Data records
:::

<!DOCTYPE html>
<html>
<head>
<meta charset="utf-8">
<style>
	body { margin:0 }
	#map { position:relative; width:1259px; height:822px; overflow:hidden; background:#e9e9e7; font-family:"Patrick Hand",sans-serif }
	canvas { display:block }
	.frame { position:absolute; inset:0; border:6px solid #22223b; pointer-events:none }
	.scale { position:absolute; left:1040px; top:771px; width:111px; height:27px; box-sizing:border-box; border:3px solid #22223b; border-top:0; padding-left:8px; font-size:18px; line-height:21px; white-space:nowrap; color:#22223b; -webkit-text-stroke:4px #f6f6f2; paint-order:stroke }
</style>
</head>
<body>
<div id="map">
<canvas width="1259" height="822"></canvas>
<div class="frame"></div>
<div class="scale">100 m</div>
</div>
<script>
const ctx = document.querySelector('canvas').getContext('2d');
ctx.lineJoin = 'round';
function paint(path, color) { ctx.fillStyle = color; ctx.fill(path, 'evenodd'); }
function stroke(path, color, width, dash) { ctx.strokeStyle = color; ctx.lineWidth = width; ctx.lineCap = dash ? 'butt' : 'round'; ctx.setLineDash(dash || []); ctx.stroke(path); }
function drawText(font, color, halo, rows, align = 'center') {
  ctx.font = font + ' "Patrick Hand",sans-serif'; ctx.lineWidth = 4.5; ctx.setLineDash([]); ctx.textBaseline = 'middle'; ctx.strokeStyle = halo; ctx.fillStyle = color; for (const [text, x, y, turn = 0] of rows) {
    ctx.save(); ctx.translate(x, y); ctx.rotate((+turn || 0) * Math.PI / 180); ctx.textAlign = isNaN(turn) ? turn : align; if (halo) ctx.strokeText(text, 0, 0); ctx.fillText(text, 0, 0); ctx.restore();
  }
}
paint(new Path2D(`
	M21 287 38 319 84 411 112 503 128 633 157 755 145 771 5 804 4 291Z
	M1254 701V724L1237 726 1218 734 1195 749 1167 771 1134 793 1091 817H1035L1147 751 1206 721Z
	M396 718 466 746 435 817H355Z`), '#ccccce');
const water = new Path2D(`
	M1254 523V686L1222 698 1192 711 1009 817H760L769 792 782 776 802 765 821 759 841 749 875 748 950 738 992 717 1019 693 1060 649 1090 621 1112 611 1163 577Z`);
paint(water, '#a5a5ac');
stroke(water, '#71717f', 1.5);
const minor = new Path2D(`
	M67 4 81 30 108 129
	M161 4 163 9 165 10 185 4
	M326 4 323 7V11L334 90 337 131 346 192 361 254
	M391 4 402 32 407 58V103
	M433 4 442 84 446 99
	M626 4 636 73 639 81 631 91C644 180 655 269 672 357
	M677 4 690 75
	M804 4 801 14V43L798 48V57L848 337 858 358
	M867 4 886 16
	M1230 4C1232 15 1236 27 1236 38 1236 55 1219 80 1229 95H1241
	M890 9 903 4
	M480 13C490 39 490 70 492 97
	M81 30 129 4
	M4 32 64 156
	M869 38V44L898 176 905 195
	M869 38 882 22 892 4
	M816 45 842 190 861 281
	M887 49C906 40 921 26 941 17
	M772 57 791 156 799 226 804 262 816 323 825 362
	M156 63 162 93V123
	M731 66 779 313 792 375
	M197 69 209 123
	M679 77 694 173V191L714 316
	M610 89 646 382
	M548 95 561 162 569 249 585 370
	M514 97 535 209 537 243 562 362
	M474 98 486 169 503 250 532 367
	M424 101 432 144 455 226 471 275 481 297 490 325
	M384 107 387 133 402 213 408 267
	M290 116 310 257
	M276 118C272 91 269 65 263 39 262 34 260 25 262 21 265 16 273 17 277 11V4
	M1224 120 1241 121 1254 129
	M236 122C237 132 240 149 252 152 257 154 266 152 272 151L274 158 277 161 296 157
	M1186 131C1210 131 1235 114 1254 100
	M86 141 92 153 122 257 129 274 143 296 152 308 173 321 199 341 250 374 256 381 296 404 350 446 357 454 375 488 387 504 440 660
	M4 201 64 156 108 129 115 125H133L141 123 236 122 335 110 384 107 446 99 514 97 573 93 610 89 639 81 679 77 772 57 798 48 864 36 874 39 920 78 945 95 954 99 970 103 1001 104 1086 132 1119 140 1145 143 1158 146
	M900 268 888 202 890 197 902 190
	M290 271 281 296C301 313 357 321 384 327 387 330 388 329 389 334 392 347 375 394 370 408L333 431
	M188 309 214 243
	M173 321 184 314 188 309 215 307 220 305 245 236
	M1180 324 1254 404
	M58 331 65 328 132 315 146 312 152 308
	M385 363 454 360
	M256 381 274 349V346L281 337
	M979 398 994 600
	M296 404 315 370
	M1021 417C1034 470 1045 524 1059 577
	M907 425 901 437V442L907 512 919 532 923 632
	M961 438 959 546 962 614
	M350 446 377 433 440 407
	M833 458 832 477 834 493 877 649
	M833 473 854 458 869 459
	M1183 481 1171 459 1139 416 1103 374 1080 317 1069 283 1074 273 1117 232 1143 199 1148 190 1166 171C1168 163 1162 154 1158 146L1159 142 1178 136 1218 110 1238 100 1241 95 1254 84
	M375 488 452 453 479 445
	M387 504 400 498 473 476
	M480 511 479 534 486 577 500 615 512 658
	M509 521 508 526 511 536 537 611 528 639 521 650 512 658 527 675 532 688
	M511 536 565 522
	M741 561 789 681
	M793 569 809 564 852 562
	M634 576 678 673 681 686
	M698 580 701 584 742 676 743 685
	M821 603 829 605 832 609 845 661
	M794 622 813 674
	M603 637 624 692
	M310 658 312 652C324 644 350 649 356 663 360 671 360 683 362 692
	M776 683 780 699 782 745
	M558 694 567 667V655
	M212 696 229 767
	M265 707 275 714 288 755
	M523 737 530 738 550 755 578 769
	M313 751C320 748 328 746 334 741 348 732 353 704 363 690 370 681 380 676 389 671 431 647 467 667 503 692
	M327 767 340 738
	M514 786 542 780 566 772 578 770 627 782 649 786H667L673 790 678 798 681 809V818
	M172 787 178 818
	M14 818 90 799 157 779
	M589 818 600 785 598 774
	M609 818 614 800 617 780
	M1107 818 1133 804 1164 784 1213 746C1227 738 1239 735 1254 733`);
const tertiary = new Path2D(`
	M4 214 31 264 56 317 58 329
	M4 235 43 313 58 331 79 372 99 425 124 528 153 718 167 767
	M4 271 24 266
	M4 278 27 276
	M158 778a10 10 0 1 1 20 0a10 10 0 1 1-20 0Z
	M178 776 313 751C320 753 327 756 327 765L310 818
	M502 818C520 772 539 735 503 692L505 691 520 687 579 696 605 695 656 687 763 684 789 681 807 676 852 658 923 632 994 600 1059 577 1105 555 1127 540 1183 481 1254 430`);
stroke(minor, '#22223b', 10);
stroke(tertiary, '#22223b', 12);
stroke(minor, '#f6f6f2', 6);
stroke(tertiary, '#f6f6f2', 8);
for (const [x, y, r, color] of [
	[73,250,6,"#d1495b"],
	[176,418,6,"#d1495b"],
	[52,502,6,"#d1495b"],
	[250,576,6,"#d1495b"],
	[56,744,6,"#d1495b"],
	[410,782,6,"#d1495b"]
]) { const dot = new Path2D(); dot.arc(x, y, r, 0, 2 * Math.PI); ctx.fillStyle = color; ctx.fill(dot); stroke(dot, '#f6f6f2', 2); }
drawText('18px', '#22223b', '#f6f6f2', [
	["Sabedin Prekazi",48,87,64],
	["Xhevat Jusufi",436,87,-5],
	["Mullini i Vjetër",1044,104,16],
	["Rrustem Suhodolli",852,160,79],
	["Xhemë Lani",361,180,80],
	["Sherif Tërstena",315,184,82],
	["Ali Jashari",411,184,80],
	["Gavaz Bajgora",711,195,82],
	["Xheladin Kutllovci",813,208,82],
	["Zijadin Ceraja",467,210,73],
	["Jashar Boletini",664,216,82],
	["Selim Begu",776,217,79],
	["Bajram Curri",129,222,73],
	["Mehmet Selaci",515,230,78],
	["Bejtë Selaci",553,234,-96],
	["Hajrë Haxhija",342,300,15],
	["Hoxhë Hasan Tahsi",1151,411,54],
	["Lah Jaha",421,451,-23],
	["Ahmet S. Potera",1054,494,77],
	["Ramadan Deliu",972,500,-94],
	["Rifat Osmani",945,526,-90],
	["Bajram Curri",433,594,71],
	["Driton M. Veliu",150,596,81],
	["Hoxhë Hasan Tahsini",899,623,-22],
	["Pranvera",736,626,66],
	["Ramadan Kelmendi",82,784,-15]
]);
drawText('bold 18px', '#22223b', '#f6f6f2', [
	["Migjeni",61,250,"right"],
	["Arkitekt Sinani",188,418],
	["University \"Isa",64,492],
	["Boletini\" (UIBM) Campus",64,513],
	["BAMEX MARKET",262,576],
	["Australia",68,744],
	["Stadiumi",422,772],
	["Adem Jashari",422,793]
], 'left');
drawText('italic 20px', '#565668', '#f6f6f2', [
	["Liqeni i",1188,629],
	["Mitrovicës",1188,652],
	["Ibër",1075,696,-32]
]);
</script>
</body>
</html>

:::

TASK GOAL
Where does the string "rows" appear in the records? Copy every line that holds it.

ANSWER FOR THIS EXERCISE
function drawText(font, color, halo, rows, align = 'center') {
  ctx.font = font + ' "Patrick Hand",sans-serif'; ctx.lineWidth = 4.5; ctx.setLineDash([]); ctx.textBaseline = 'middle'; ctx.strokeStyle = halo; ctx.fillStyle = color; for (const [text, x, y, turn = 0] of rows) {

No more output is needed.